3. Cleanroom Cleaning Materials
Aside from the regulated air control and air filters, you also need to clean your cleanroom regularly and thoroughly to maintain a stable and fully functional facility. This typically means there is a daily cleaning routine arranged around shifts, a weekly or nightly deeper clean and a monthly deep clean. The cleaning schedule will depend upon the use and level of the cleanroom.
The materials and supplies required for cleanrooms are a higher grade than those you use for your office. Some common cleanroom cleaning materials include HEPA filter vacuum, distilled water, alcohol (IPA), Denatured Ethanol and high-quality mops & wipes that don’t break down and leave particles on the surface.

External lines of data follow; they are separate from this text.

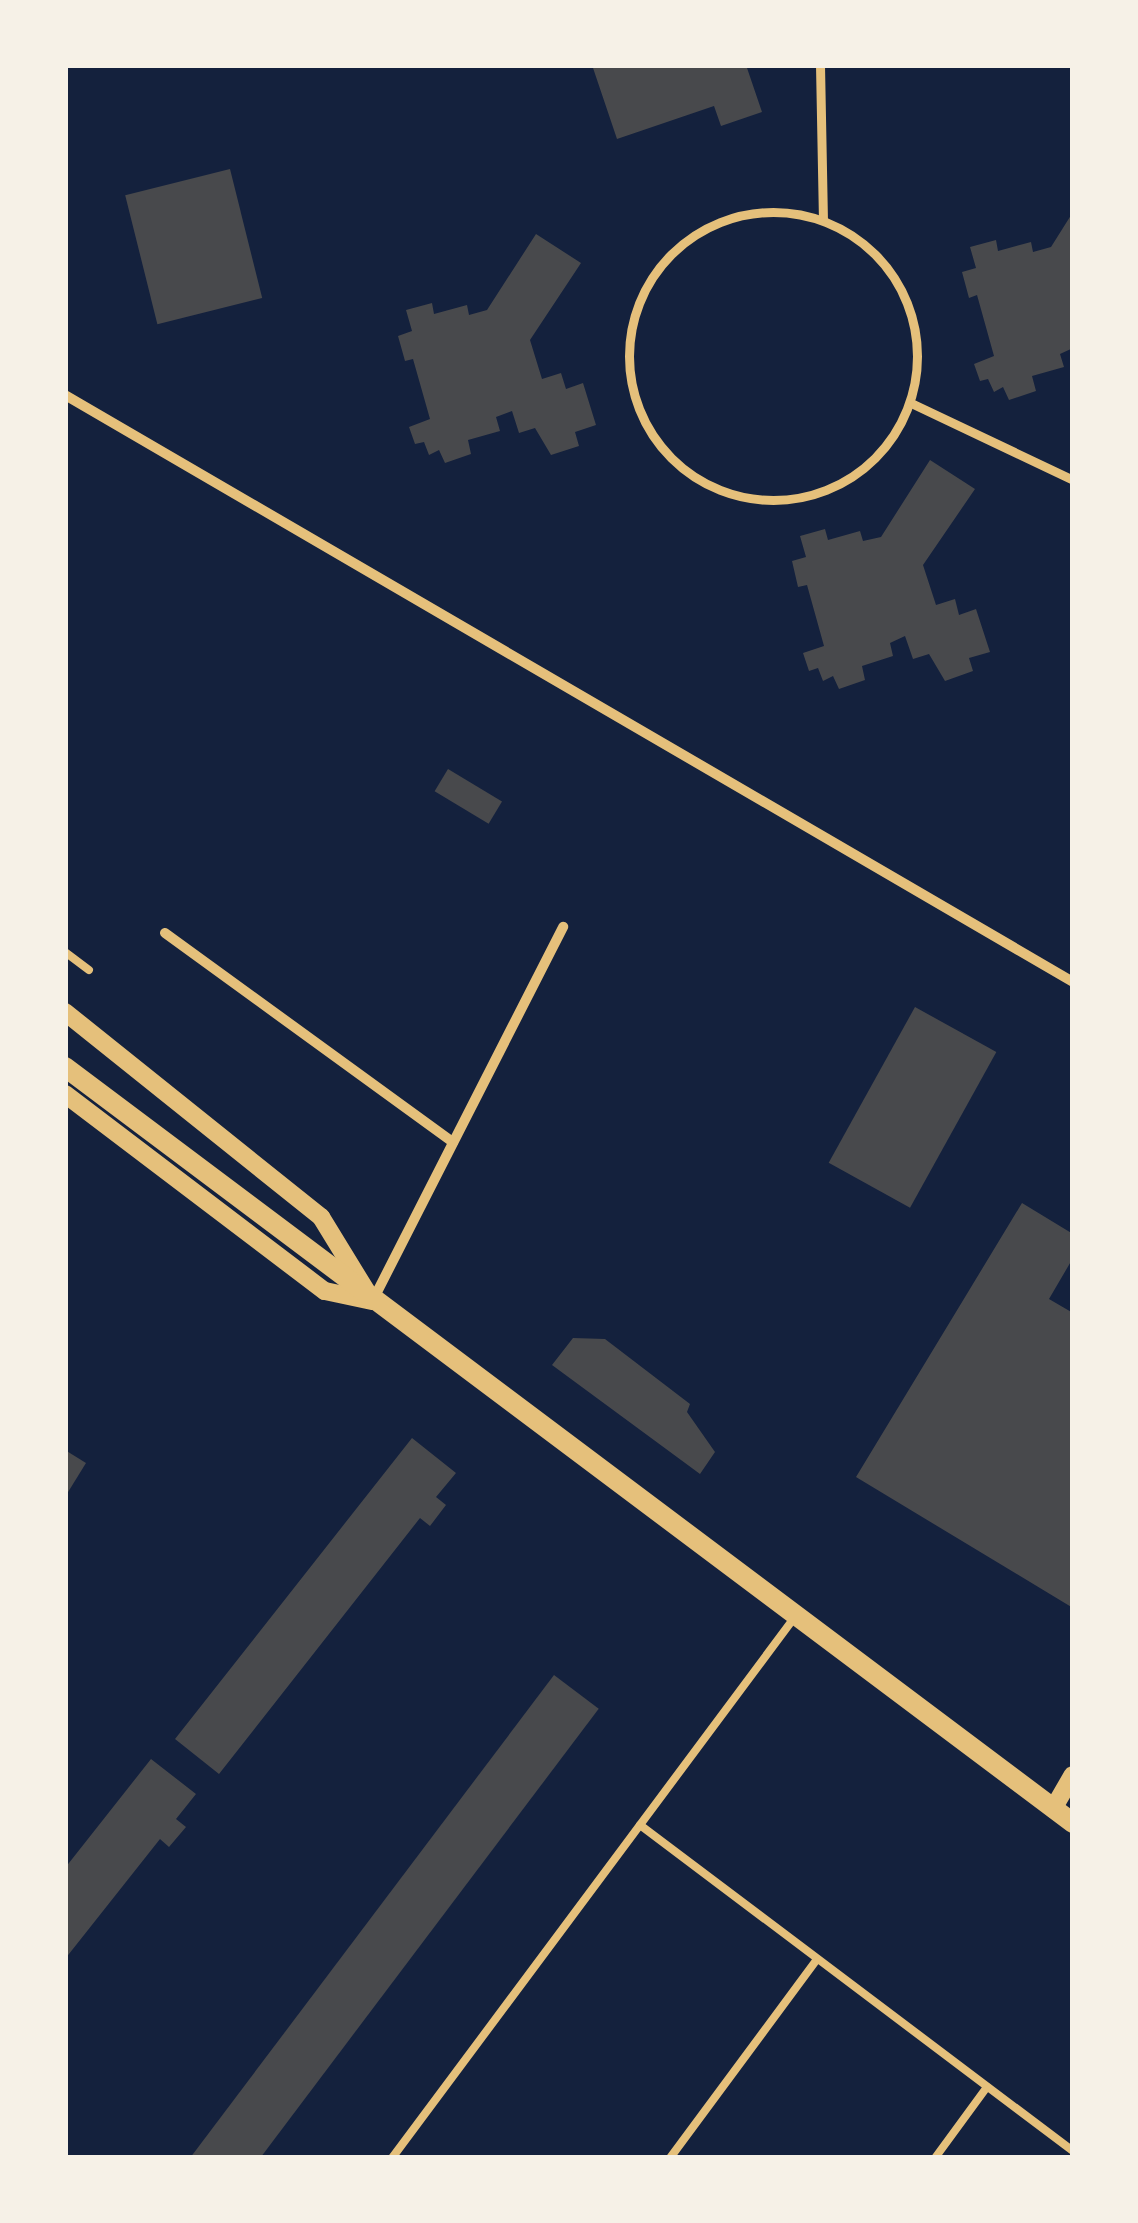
<!DOCTYPE html>
<html>
<head>
<meta charset="utf-8">
<style>
  body { margin:0 }
  #map { position:relative; width:1138px; height:2223px; overflow:hidden; background:#14213d; font-family:"Public Sans",sans-serif }
  div>[style] { position:absolute }
  .building>* { inset:0; background:#48494c; transform-origin:0 0 }
  .service>* { height:8px; margin:-4px; padding:0 4px; transform-origin:4px; border-radius:4px; background:#e5c07b }
  .pedestrian>* { height:9px; margin:-4.5px; padding:0 4.5px; transform-origin:4.5px; border-radius:4.5px; background:#e5c07b }
  .pedestrian>.ring { margin:-4.5px; padding:0; box-sizing:content-box; background:none; border:9px solid #e5c07b; border-radius:50% }
  .minor>* { height:10px; margin:-5px; padding:0 5px; transform-origin:5px; border-radius:5px; background:#e5c07b }
  .tertiary>* { height:18px; margin:-9px; padding:0 9px; transform-origin:9px; border-radius:9px; background:#e5c07b }
  .secondary>* { height:20px; margin:-10px; padding:0 10px; transform-origin:10px; border-radius:10px; background:#e5c07b }
  span { translate:-50% -50%; white-space:nowrap; text-align:center; line-height:1.15; -webkit-text-stroke:9px #f6f1e7; paint-order:stroke }
  .frame { position:absolute; inset:0; border:68px solid #f6f1e7; pointer-events:none }
</style>
</head>
<body>
<div id="map">
  <div class="building">
    <div style="clip-path:polygon(592px 65px,746px 65px,762px 112px,721px 126px,714px 106px,617px 139px)"></div>
    <div style="left:230px;top:169px;width:133px;height:108px;rotate:76deg"></div>
    <div style="clip-path:polygon(1073px 212px,1073px 348px,1060px 354px,1064px 367px,1032px 376px,1036px 391px,1009px 400px,1003px 387px,994px 392px,988px 379px,980px 381px,974px 364px,994px 356px,977px 295px,969px 298px,962px 272px,976px 268px,970px 247px,996px 240px,998px 251px,1031px 242px,1033px 252px,1051px 247px)"></div>
    <div style="clip-path:polygon(536px 234px,581px 263px,530px 340px,542px 379px,561px 373px,566px 389px,583px 383px,596px 425px,575px 432px,579px 446px,551px 455px,535px 428px,519px 433px,512px 411px,496px 417px,500px 431px,468px 440px,471px 454px,445px 463px,439px 450px,429px 455px,424px 442px,415px 444px,409px 427px,430px 419px,413px 359px,405px 361px,398px 336px,412px 331px,406px 310px,432px 303px,434px 314px,467px 305px,469px 315px,487px 310px)"></div>
    <div style="clip-path:polygon(930px 460px,975px 489px,923px 565px,936px 605px,955px 599px,959px 615px,976px 609px,990px 652px,969px 658px,973px 671px,945px 681px,929px 654px,913px 659px,905px 636px,890px 643px,893px 656px,862px 666px,865px 680px,839px 689px,833px 676px,823px 681px,818px 668px,809px 671px,803px 653px,824px 646px,807px 585px,798px 587px,792px 561px,806px 557px,800px 536px,825px 529px,828px 540px,860px 531px,863px 541px,881px 537px)"></div>
    <div style="left:448px;top:769px;width:63px;height:26px;rotate:31deg"></div>
    <div style="left:915px;top:1007px;width:93px;height:178px;rotate:29deg"></div>
    <div style="clip-path:polygon(1022px 1203px,1073px 1234px,1073px 1258px,1049px 1299px,1073px 1313px,1073px 1608px,856px 1477px)"></div>
    <div style="clip-path:polygon(573px 1338px,605px 1339px,690px 1404px,687px 1412px,715px 1452px,700px 1474px,552px 1365px)"></div>
    <div style="clip-path:polygon(412px 1438px,456px 1473px,436px 1497px,446px 1505px,430px 1526px,420px 1518px,219px 1774px,175px 1739px)"></div>
    <div style="clip-path:polygon(65px 1450px,86px 1463px,65px 1497px)"></div>
    <div style="left:554px;top:1675px;width:56px;height:602px;rotate:37deg"></div>
    <div style="clip-path:polygon(151px 1759px,196px 1794px,176px 1819px,186px 1827px,169px 1847px,160px 1839px,65px 1959px,65px 1868px)"></div>
  </div>
  <div class="service">
    <div style="left:65px;top:952px;width:30px;rotate:37deg"></div>
    <div style="left:640px;top:1825px;width:542px;rotate:36.98deg"></div>
    <div style="left:392px;top:2158px;width:673px;rotate:-53.33deg"></div>
    <div style="left:670px;top:2158px;width:247px;rotate:-53.5deg"></div>
    <div style="left:935px;top:2158px;width:88px;rotate:-53.8deg"></div>
  </div>
  <div class="pedestrian">
    <div style="left:820px;top:65px;width:154px;rotate:88.9deg"></div>
    <div class="ring" style="left:629px;top:212px;width:279px;height:279px"></div>
    <div style="left:911px;top:403px;width:179px;rotate:25.4deg"></div>
  </div>
  <div class="minor">
    <div style="left:65px;top:395px;width:1166px;rotate:30.21deg"></div>
    <div style="left:165px;top:933px;width:356px;rotate:36deg"></div>
    <div style="left:373px;top:1300px;width:419px;rotate:-63deg"></div>
  </div>
  <div class="tertiary">
    <div style="left:65px;top:1012px;width:328px;rotate:38.7deg"></div>
    <div style="left:321px;top:1217px;width:88px;rotate:58.5deg"></div>
    <div style="left:65px;top:1094px;width:326px;rotate:37.2deg"></div>
    <div style="left:325px;top:1291px;width:48px;rotate:12deg"></div>
    <div style="left:1053px;top:1809px;width:39px;rotate:-60deg"></div>
  </div>
  <div class="secondary">
    <div style="left:65px;top:1067px;width:1260px;rotate:36.87deg"></div>
  </div>
  <div class="frame"></div>
</div>
</body>
</html>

4. Cleanroom Etiquette or Protocol
Not a piece of cleanroom equipment but vital in ensuring that you maintain a fully functioning facility is the standard operating procedures (SOP’s) and the regular training in these. It is standard practice to appoint a cleanroom manager who is responsible for ensuring the cleanroom is used and maintained according to these SOP as well as monitoring the maintenance and validations of the cleanroom.
An effective strategy to remind users of the SOP is to create posters illustrating best practice at key points in, around and outside your cleanroom. Even the most senior of employees need some reminders.